Asked about the budgetary effects of the $2,000 payments, Graham connected it to the politics of the Georgia Senate races.

“If we lose Georgia, this bill is going to seem really cheap,” Graham said. “Because if we lose the Senate, and they have control of the House, the Senate and the White House, they’re going to send over a monster of a bill.”

Graham said he wants standalone votes on all three priorities Trump has recently championed early in the 117th Congress.

“President Trump wants three things: a commission to investigate fraud, $2,000 checks and to repeal Section 230. I’m urging Senator McConnell to give us standalone vote in the new Congress, after January 3, on all three measures, and I would predict that if you had a standalone vote on the $2,000 check, it’s better than 50-50 it would pass,” Graham said.

McConnell has argued that there is not enough time left in the 116th Congress to process those issues, particularly not separately.
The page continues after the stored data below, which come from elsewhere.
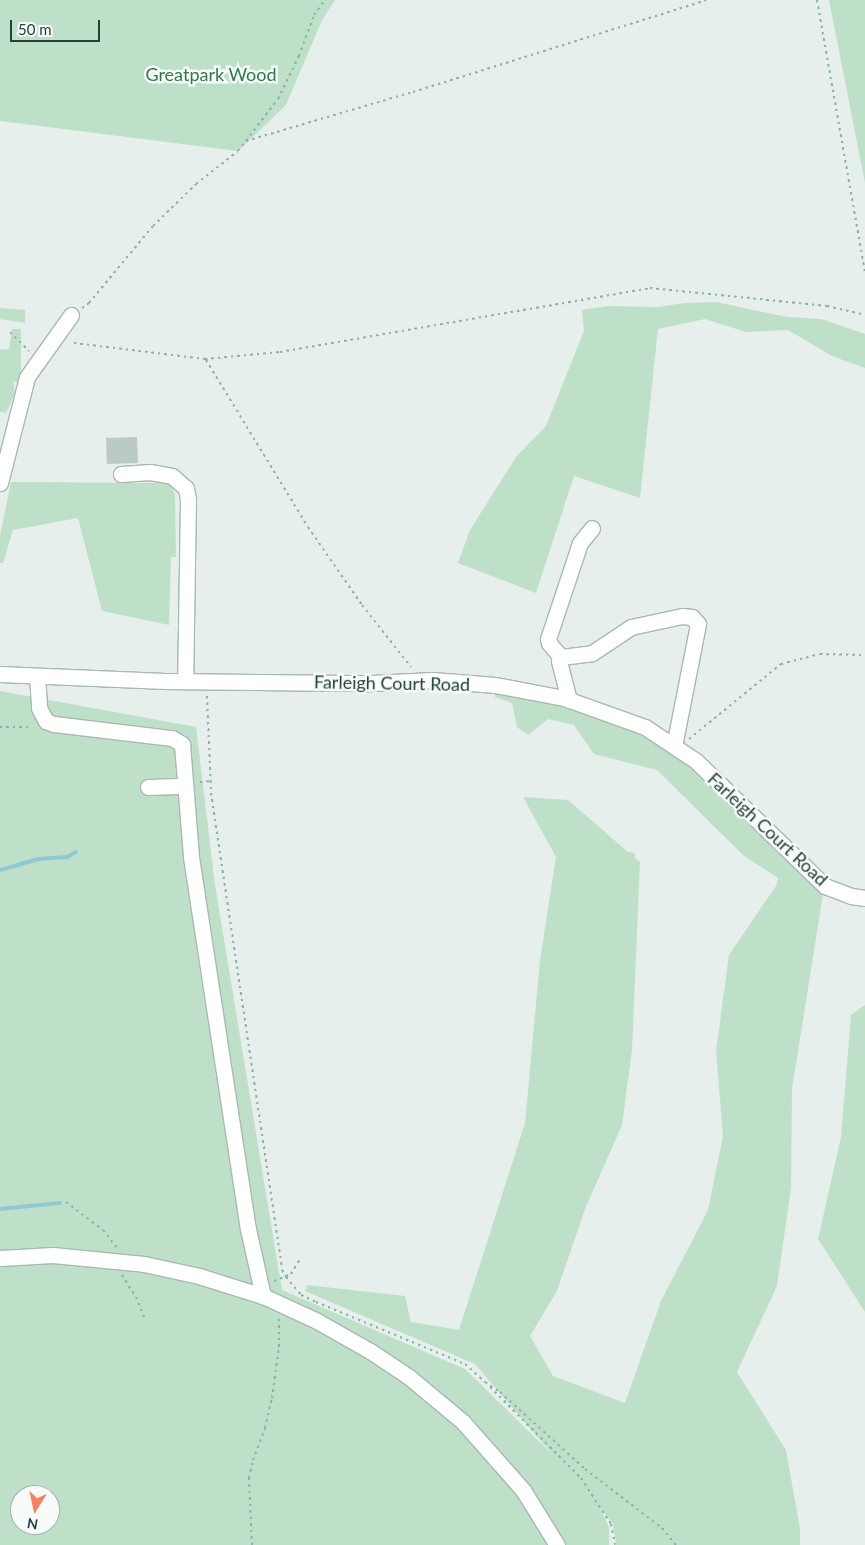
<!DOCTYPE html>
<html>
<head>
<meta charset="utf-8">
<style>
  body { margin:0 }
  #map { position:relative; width:865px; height:1545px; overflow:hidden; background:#e6efeb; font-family:Lato,sans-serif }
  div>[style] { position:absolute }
  .green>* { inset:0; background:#bfe0c8 }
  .stream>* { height:4px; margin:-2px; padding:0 2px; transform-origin:2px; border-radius:2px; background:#8ec9d4 }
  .building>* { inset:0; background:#bbcac4; transform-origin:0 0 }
  .path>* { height:2px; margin-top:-1px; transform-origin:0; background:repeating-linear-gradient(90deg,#86b3a5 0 2.5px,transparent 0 6.5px) }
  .roads { filter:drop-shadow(1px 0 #a8b8b2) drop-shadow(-1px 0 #a8b8b2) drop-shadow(0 1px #a8b8b2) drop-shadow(0 -1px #a8b8b2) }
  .minor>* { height:15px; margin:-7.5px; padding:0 7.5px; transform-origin:7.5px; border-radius:7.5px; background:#fff }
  span { translate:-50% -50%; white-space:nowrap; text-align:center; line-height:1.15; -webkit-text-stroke:5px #f7fbf9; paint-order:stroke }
  .park-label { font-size:18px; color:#2d7a4b }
  .street-label { font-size:18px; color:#24423a }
  .north { position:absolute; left:10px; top:1485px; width:50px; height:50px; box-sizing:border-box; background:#f7fbf9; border:1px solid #a3b1ad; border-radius:50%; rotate:190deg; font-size:14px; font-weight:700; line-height:20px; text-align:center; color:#24423a }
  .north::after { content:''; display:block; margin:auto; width:18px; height:22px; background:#f4845f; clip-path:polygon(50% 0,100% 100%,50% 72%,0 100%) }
  .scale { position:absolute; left:10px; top:20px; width:90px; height:22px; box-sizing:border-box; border:2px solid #24423a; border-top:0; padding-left:6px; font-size:15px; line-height:18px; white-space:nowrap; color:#24423a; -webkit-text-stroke:4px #f7fbf9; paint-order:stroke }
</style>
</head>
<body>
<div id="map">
  <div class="green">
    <i style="clip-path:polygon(0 0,335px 0,322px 20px,286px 105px,238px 151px,0 121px)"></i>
    <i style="clip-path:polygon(829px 0,865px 0,865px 183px)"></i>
    <i style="clip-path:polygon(716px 302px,787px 317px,821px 319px,865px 334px,865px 368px,832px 356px,788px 330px,746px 332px,705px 319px,658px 329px,640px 498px,574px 476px,536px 593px,458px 563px,470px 530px,516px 457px,546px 426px,584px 331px,582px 310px,607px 306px,658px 307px,685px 303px)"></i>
    <i style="clip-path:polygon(0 308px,25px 310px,25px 323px,0 319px)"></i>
    <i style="clip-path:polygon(12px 329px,21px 329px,21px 371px,17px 383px,13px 381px,15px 393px,6px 413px,0 412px,0 350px,9px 349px)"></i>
    <i style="clip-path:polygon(11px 482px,170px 483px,175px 495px,176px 557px,171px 557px,169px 625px,102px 611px,78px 518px,13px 530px,3px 563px,0 563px,0 536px)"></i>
    <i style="clip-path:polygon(evenodd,494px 689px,559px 702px,611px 720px,661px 746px,699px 770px,785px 852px,823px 894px,792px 1089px,791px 1188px,777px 1286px,737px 1372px,786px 1450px,800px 1529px,800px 1545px,616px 1545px,613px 1524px,600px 1508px,609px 1527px,609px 1545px,0 1545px,0 691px,196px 727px,215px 885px,282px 1290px,465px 1369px,552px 1454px,475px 1364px,305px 1291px,307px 1285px,405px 1296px,411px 1322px,459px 1330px,525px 1123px,540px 960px,556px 857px,523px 797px,568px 800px,628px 852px,635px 853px,635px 858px,640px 862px,632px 1050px,622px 1125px,585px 1209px,557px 1291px,530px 1336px,553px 1376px,625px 1403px,661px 1301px,708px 1210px,723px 1136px,716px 1051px,729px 955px,776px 886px,778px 878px,743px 855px,657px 770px,594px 754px,574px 725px,548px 719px,528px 735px,517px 727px,512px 703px,495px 697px,494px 689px,20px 1495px,50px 1495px,50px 1525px,20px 1525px,20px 1495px)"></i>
    <i style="clip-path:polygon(865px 1005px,865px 1312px,818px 1239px,841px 1137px,851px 1015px)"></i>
  </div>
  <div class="stream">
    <i style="left:0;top:870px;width:40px;rotate:-16deg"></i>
    <i style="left:38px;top:859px;width:29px;rotate:-4deg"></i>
    <i style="left:67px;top:857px;width:10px;rotate:-29deg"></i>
    <i style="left:0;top:1209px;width:60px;rotate:-5.7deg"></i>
  </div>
  <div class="building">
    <i style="left:137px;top:437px;width:26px;height:31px;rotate:88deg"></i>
  </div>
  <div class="path">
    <i style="left:817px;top:0;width:277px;rotate:80deg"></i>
    <i style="left:246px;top:141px;width:174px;rotate:-16.4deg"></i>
    <i style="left:413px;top:92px;width:307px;rotate:-17.4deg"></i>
    <i style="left:82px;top:308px;width:9px;rotate:-36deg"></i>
    <i style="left:89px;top:303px;width:100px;rotate:-50.3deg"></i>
    <i style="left:153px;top:226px;width:60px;rotate:-44.3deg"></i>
    <i style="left:196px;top:184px;width:53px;rotate:-38.2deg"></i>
    <i style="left:238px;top:151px;width:66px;rotate:-52.4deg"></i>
    <i style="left:278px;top:99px;width:48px;rotate:-64deg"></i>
    <i style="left:299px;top:56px;width:44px;rotate:-69.9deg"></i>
    <i style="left:314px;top:15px;width:19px;rotate:-54deg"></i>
    <i style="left:10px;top:332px;width:27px;rotate:45deg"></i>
    <i style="left:74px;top:343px;width:132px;rotate:7deg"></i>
    <i style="left:205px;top:359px;width:75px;rotate:-5.3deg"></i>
    <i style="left:280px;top:352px;width:375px;rotate:-9.8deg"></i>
    <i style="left:650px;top:288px;width:178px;rotate:5.8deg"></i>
    <i style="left:827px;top:306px;width:39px;rotate:13deg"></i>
    <i style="left:206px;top:360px;width:196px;rotate:58.6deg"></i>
    <i style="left:308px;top:527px;width:95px;rotate:55.3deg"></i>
    <i style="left:362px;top:605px;width:79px;rotate:51.7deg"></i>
    <i style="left:207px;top:696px;width:97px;rotate:87.6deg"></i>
    <i style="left:211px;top:793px;width:482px;rotate:81.5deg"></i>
    <i style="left:282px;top:1270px;width:8px;rotate:60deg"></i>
    <i style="left:286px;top:1277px;width:23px;rotate:50deg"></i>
    <i style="left:301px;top:1295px;width:17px;rotate:25deg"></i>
    <i style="left:316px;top:1302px;width:161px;rotate:22.6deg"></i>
    <i style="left:465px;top:1364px;width:27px;rotate:42deg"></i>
    <i style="left:485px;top:1382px;width:18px;rotate:34deg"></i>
    <i style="left:500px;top:1392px;width:115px;rotate:42.2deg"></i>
    <i style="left:585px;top:1469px;width:97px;rotate:37.5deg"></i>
    <i style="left:662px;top:1528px;width:22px;rotate:51deg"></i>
    <i style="left:0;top:727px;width:32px"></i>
    <i style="left:689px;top:739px;width:119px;rotate:-39.2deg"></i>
    <i style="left:781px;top:664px;width:40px;rotate:-14.4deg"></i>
    <i style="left:820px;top:654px;width:45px;rotate:1.3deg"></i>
    <i style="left:200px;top:782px;width:11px;rotate:-5deg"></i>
    <i style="left:66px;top:1202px;width:46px;rotate:37.1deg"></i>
    <i style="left:103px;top:1230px;width:23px;rotate:52deg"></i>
    <i style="left:122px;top:1275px;width:26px;rotate:58deg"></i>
    <i style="left:136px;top:1297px;width:24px;rotate:68deg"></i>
    <i style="left:274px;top:1281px;width:18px;rotate:-22deg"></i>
    <i style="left:291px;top:1274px;width:17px;rotate:-59deg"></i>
    <i style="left:490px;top:1387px;width:129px;rotate:45deg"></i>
    <i style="left:581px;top:1478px;width:55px;rotate:56.9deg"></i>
    <i style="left:611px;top:1524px;width:21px;rotate:79deg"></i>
    <i style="left:252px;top:1545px;width:67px;rotate:-92.6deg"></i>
    <i style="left:249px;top:1478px;width:18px;rotate:-77deg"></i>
    <i style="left:253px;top:1460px;width:34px;rotate:-69deg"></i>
    <i style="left:265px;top:1428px;width:31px;rotate:-77deg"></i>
    <i style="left:272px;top:1398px;width:51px;rotate:-82.2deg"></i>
    <i style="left:279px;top:1347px;width:29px;rotate:-90deg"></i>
  </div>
  <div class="roads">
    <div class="minor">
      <i style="left:121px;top:474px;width:29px;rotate:-4deg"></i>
      <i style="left:150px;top:472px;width:22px;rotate:10deg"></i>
      <i style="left:172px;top:476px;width:18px;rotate:41deg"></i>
      <i style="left:186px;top:488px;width:11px;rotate:80deg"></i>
      <i style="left:188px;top:499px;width:181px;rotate:90.9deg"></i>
      <i style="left:0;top:483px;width:109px;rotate:-75.7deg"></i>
      <i style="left:27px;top:377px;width:76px;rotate:-54.6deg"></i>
      <i style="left:561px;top:657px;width:18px;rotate:-131deg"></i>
      <i style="left:549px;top:643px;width:4px;rotate:-104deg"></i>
      <i style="left:548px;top:639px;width:101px;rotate:-71.6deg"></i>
      <i style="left:580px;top:543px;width:19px;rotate:-51deg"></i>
      <i style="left:0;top:674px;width:165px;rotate:2.4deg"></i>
      <i style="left:165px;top:681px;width:206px;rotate:0.6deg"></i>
      <i style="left:371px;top:683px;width:62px;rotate:-2.8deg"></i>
      <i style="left:433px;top:680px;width:62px;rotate:4.6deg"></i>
      <i style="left:495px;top:685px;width:70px;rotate:10.7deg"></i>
      <i style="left:564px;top:698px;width:86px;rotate:19.7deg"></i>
      <i style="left:645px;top:727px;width:61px;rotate:33.7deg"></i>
      <i style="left:696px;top:761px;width:180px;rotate:44.1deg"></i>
      <i style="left:825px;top:886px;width:28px;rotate:21deg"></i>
      <i style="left:851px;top:896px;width:14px;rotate:8deg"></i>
      <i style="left:37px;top:676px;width:32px;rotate:86deg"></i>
      <i style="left:39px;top:708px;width:15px;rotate:62deg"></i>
      <i style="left:46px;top:721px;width:9px;rotate:21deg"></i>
      <i style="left:54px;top:724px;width:119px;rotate:6.8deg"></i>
      <i style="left:172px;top:738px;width:12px;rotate:31deg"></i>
      <i style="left:182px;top:744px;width:113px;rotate:85.4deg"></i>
      <i style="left:191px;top:857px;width:376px;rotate:81.3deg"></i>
      <i style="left:248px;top:1229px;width:69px;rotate:77.4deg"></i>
      <i style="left:569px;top:700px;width:40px;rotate:-104.4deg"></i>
      <i style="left:559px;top:661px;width:4px;rotate:-63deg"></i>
      <i style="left:561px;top:657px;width:31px;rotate:-7deg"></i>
      <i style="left:592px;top:653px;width:47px;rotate:-33.7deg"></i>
      <i style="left:631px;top:627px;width:52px;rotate:-12.2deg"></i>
      <i style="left:682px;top:616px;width:10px;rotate:6deg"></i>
      <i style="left:692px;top:617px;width:9px;rotate:49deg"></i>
      <i style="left:698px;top:624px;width:124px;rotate:101.1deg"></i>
      <i style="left:148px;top:787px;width:37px;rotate:-2deg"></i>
      <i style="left:0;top:1258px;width:53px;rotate:-3.2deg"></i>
      <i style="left:53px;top:1255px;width:91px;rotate:5.6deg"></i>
      <i style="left:144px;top:1264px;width:56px;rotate:12.3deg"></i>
      <i style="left:199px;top:1276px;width:67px;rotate:17.4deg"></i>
      <i style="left:263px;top:1296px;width:60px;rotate:24.8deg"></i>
      <i style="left:317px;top:1321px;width:61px;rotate:29.5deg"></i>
      <i style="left:370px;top:1351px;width:47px;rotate:33.7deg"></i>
      <i style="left:409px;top:1377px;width:70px;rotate:39.8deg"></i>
      <i style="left:463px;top:1422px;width:91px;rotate:48.6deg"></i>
      <i style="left:523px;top:1490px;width:65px;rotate:58.3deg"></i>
    </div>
  </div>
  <div class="park-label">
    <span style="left:211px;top:74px">Greatpark Wood</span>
  </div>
  <div class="street-label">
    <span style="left:392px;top:683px;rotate:1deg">Farleigh Court Road</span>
    <span style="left:768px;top:829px;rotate:43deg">Farleigh Court Road</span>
  </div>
  <div class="north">N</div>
  <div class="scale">50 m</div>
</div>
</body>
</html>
He did introduce a measure combining the three measures, including the effort to investigate Trump’s allegations of election fraud, the direct payments and the rollback of the telecommunications law provisions often criticized by the president.

The House-passed standalone measure on the increased direct checks has faced opposition from a number of GOP senators, and the 116th Congress would in fact expire before it could get through procedural hurdles if those objections remain.

Senate Minority Leader Charles E. Schumer, D-N.Y., insisted Thursday that his caucus would accept votes on all three pieces.

“We’re willing to vote on the other issues that President Trump mentioned — all the issues the Republican Leader says must be addressed — so long as we vote on them separately. That way, $2,000 checks could become law and we could debate all the president’s supposed concerns,” Schumer said on the Senate floor.

The start of the year also will feature other action that’s normally just housekeeping: the Jan. 6 joint session to count electoral college votes.

The announcement Wednesday by Sen. Josh Hawley that he will object to Electoral College votes, paired with objectives from several conservative House members, means there will have to be hours of debate on the election results. Hawley, a Missouri Republican, says he wants to use that time to discuss election irregularities as well as the role of big tech companies in America’s electoral process.

Hawley was asked whether his move would make him less popular within the Senate Republican Conference. Senate GOP leadership had sought to avoid the Electoral College objection debate, with potentially uncomfortable votes about the integrity of the electoral process, including from states controlled by Republicans.

“More than I already am?” Hawley said. "I don’t know. You’d have to ask them. I’m sure they’d be happy to tell you off the record. Maybe not off the record. Maybe on background.”

In any case, the objections could lead to a very long day on Thursday, and some Senate Republicans have questioned the wisdom of Hawley’s strategy, even on the record.

“I do not think that he will prevail in his quest,” said Sen. Susan Collins, R-Maine. “I question why he is doing it when the courts have unanimously thrown out the suits that the president's team have filed for lack of credible evidence.”